Leaving out the images, please reproduce each line below exactly.

___

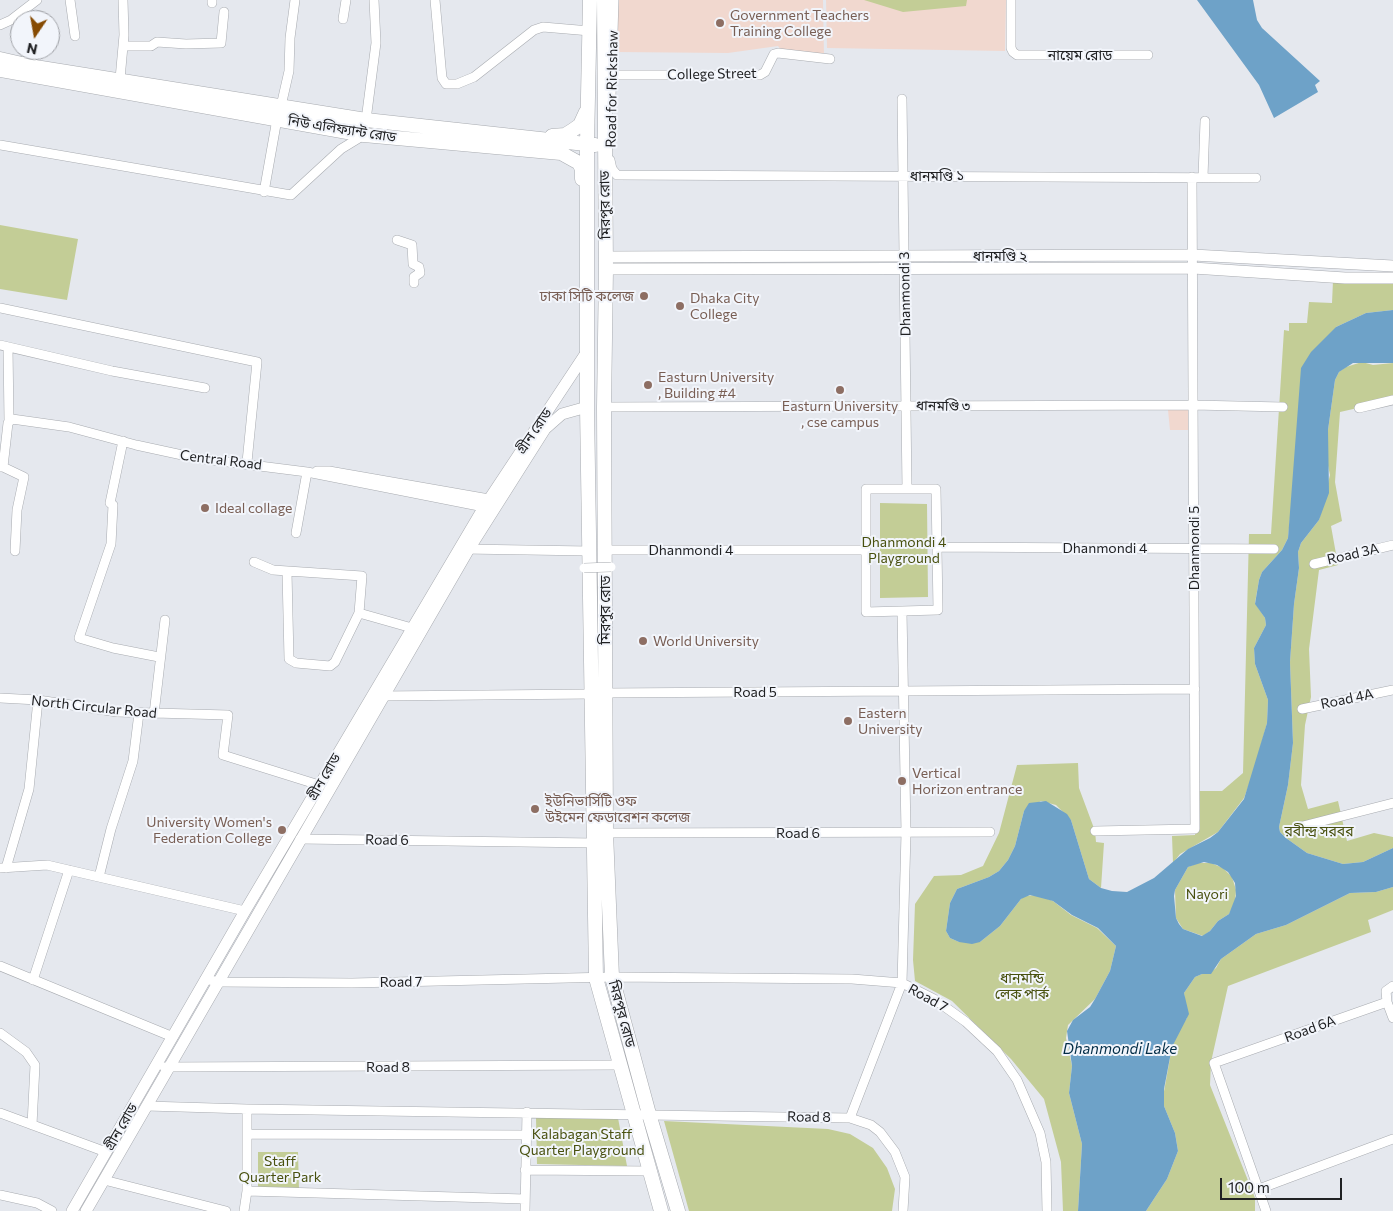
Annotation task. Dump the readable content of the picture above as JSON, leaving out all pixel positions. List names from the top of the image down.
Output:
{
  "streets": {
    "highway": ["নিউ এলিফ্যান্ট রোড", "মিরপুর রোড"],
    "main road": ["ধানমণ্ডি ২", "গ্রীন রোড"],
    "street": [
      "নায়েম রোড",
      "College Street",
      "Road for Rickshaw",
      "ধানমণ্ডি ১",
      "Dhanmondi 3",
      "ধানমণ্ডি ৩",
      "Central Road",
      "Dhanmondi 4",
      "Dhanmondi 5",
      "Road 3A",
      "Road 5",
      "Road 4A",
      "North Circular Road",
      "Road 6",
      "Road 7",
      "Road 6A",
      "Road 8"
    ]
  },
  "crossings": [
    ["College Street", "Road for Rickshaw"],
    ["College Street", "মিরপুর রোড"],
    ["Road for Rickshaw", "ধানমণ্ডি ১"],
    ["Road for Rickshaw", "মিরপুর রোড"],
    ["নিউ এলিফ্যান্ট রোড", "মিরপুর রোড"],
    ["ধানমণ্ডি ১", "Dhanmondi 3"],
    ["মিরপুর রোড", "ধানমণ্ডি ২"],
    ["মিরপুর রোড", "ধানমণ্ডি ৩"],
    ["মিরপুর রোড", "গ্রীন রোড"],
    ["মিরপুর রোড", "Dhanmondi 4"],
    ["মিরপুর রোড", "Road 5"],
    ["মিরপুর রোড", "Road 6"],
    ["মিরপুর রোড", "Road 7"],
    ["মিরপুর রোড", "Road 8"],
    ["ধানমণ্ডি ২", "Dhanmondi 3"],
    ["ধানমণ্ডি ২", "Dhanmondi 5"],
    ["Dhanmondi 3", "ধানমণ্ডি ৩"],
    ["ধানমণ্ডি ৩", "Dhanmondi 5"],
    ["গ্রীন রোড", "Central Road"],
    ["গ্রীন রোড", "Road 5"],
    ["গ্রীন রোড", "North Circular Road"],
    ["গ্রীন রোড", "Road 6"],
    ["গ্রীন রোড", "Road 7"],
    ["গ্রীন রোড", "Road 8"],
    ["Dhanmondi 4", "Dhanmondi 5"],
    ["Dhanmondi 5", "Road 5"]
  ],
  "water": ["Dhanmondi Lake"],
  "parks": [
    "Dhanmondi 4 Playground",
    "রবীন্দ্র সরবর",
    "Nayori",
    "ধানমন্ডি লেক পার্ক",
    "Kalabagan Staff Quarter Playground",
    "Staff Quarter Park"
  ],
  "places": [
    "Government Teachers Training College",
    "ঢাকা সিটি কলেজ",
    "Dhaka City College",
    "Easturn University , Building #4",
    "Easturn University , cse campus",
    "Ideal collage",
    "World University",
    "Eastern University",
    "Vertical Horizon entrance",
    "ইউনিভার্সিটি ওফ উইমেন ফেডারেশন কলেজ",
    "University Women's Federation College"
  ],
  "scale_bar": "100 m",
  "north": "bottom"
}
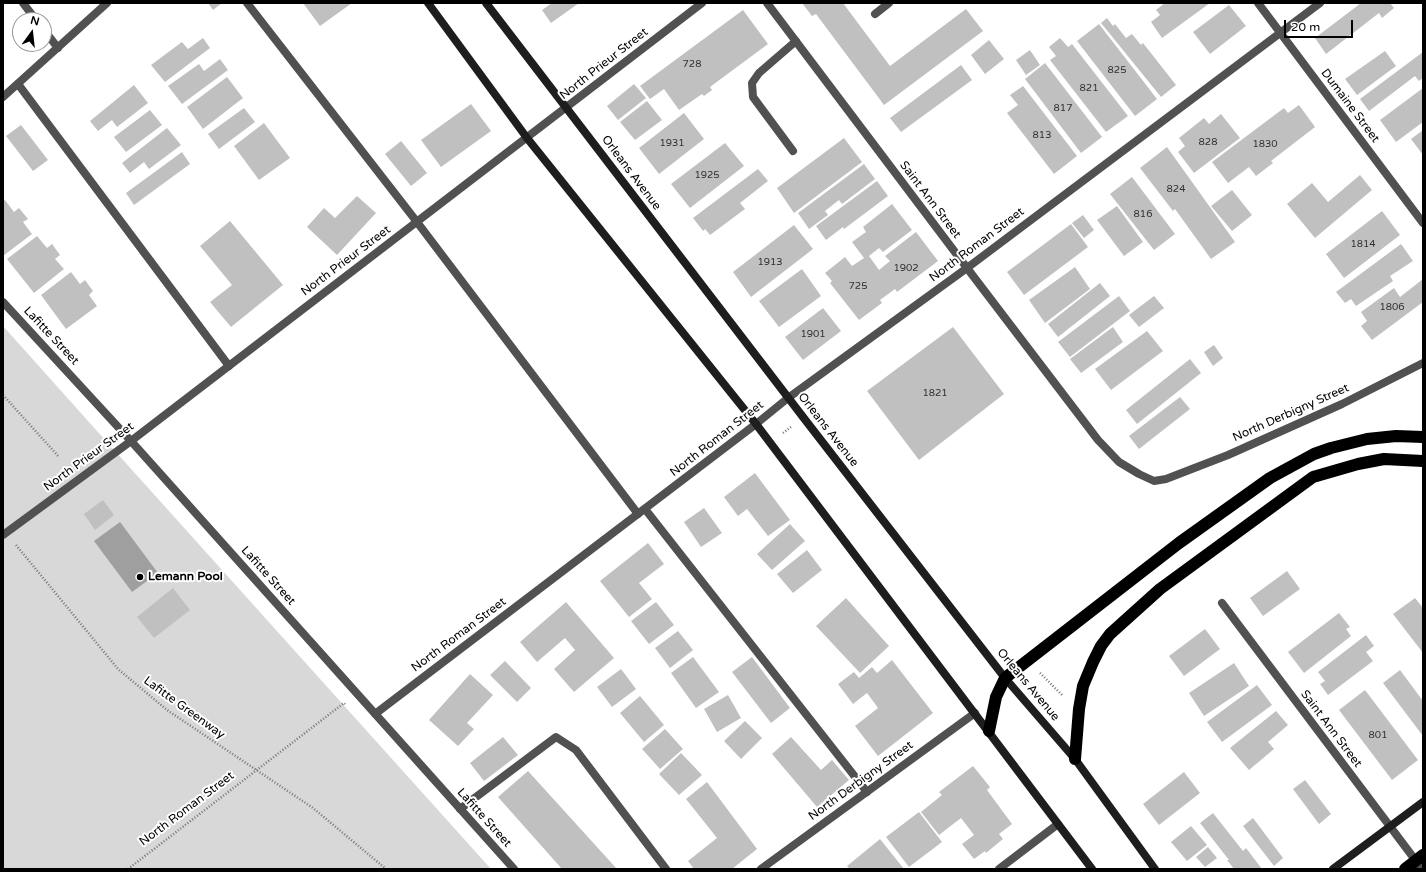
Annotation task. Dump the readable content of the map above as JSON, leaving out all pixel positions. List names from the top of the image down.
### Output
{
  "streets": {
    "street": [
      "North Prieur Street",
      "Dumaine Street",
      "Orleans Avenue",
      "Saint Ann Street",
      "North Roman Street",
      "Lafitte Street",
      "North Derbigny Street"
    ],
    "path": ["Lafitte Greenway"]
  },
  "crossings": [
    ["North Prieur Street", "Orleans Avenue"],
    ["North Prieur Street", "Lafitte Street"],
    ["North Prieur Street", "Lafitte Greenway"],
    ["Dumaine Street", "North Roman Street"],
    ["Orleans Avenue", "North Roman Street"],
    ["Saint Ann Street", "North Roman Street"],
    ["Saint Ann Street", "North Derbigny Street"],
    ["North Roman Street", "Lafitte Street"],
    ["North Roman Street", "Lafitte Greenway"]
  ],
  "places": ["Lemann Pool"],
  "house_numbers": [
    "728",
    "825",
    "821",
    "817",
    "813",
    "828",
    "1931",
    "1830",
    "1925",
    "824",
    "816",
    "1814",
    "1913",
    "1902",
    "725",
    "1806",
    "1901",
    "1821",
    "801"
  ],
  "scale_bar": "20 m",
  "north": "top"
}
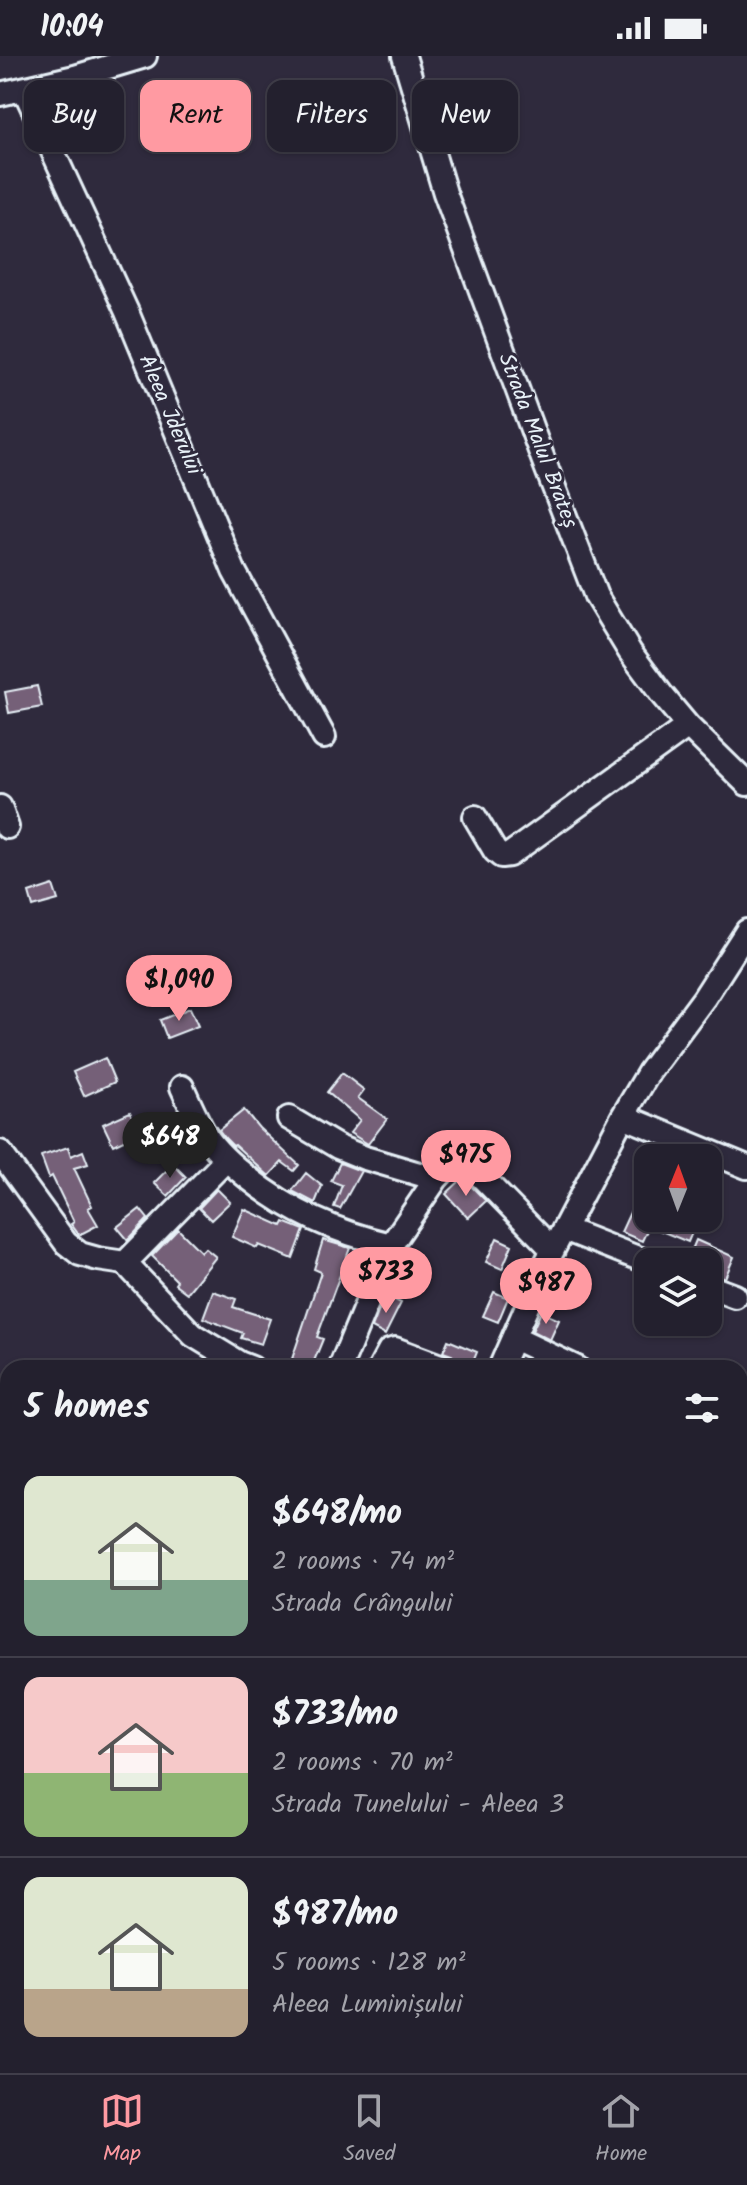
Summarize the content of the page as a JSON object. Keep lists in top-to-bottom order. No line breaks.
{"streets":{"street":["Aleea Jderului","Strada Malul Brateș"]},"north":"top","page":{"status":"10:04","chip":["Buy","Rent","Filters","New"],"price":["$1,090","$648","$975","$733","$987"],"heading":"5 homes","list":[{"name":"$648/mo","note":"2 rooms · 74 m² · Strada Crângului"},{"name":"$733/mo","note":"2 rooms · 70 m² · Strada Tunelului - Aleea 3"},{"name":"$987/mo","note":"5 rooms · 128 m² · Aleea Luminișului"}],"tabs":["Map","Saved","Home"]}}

___

SOLUTION TO THIS TASK —
Annotation task. Dump the readable content of the picture above as JSON, leaving out all pixel positions. List names from the top of the image down.
Output:
{
  "streets": {
    "highway": ["নিউ এলিফ্যান্ট রোড", "মিরপুর রোড"],
    "main road": ["ধানমণ্ডি ২", "গ্রীন রোড"],
    "street": [
      "নায়েম রোড",
      "College Street",
      "Road for Rickshaw",
      "ধানমণ্ডি ১",
      "Dhanmondi 3",
      "ধানমণ্ডি ৩",
      "Central Road",
      "Dhanmondi 4",
      "Dhanmondi 5",
      "Road 3A",
      "Road 5",
      "Road 4A",
      "North Circular Road",
      "Road 6",
      "Road 7",
      "Road 6A",
      "Road 8"
    ]
  },
  "crossings": [
    ["College Street", "Road for Rickshaw"],
    ["College Street", "মিরপুর রোড"],
    ["Road for Rickshaw", "ধানমণ্ডি ১"],
    ["Road for Rickshaw", "মিরপুর রোড"],
    ["নিউ এলিফ্যান্ট রোড", "মিরপুর রোড"],
    ["ধানমণ্ডি ১", "Dhanmondi 3"],
    ["মিরপুর রোড", "ধানমণ্ডি ২"],
    ["মিরপুর রোড", "ধানমণ্ডি ৩"],
    ["মিরপুর রোড", "গ্রীন রোড"],
    ["মিরপুর রোড", "Dhanmondi 4"],
    ["মিরপুর রোড", "Road 5"],
    ["মিরপুর রোড", "Road 6"],
    ["মিরপুর রোড", "Road 7"],
    ["মিরপুর রোড", "Road 8"],
    ["ধানমণ্ডি ২", "Dhanmondi 3"],
    ["ধানমণ্ডি ২", "Dhanmondi 5"],
    ["Dhanmondi 3", "ধানমণ্ডি ৩"],
    ["ধানমণ্ডি ৩", "Dhanmondi 5"],
    ["গ্রীন রোড", "Central Road"],
    ["গ্রীন রোড", "Road 5"],
    ["গ্রীন রোড", "North Circular Road"],
    ["গ্রীন রোড", "Road 6"],
    ["গ্রীন রোড", "Road 7"],
    ["গ্রীন রোড", "Road 8"],
    ["Dhanmondi 4", "Dhanmondi 5"],
    ["Dhanmondi 5", "Road 5"]
  ],
  "water": ["Dhanmondi Lake"],
  "parks": [
    "Dhanmondi 4 Playground",
    "রবীন্দ্র সরবর",
    "Nayori",
    "ধানমন্ডি লেক পার্ক",
    "Kalabagan Staff Quarter Playground",
    "Staff Quarter Park"
  ],
  "places": [
    "Government Teachers Training College",
    "ঢাকা সিটি কলেজ",
    "Dhaka City College",
    "Easturn University , Building #4",
    "Easturn University , cse campus",
    "Ideal collage",
    "World University",
    "Eastern University",
    "Vertical Horizon entrance",
    "ইউনিভার্সিটি ওফ উইমেন ফেডারেশন কলেজ",
    "University Women's Federation College"
  ],
  "scale_bar": "100 m",
  "north": "bottom"
}
Annotation task. Dump the readable content of the map above as JSON, leaving out all pixel positions. List names from the top of the image down.
### Output
{
  "streets": {
    "street": [
      "North Prieur Street",
      "Dumaine Street",
      "Orleans Avenue",
      "Saint Ann Street",
      "North Roman Street",
      "Lafitte Street",
      "North Derbigny Street"
    ],
    "path": ["Lafitte Greenway"]
  },
  "crossings": [
    ["North Prieur Street", "Orleans Avenue"],
    ["North Prieur Street", "Lafitte Street"],
    ["North Prieur Street", "Lafitte Greenway"],
    ["Dumaine Street", "North Roman Street"],
    ["Orleans Avenue", "North Roman Street"],
    ["Saint Ann Street", "North Roman Street"],
    ["Saint Ann Street", "North Derbigny Street"],
    ["North Roman Street", "Lafitte Street"],
    ["North Roman Street", "Lafitte Greenway"]
  ],
  "places": ["Lemann Pool"],
  "house_numbers": [
    "728",
    "825",
    "821",
    "817",
    "813",
    "828",
    "1931",
    "1830",
    "1925",
    "824",
    "816",
    "1814",
    "1913",
    "1902",
    "725",
    "1806",
    "1901",
    "1821",
    "801"
  ],
  "scale_bar": "20 m",
  "north": "top"
}
Summarize the content of the page as a JSON object. Keep lists in top-to-bottom order. No line breaks.
{"streets":{"street":["Aleea Jderului","Strada Malul Brateș"]},"north":"top","page":{"status":"10:04","chip":["Buy","Rent","Filters","New"],"price":["$1,090","$648","$975","$733","$987"],"heading":"5 homes","list":[{"name":"$648/mo","note":"2 rooms · 74 m² · Strada Crângului"},{"name":"$733/mo","note":"2 rooms · 70 m² · Strada Tunelului - Aleea 3"},{"name":"$987/mo","note":"5 rooms · 128 m² · Aleea Luminișului"}],"tabs":["Map","Saved","Home"]}}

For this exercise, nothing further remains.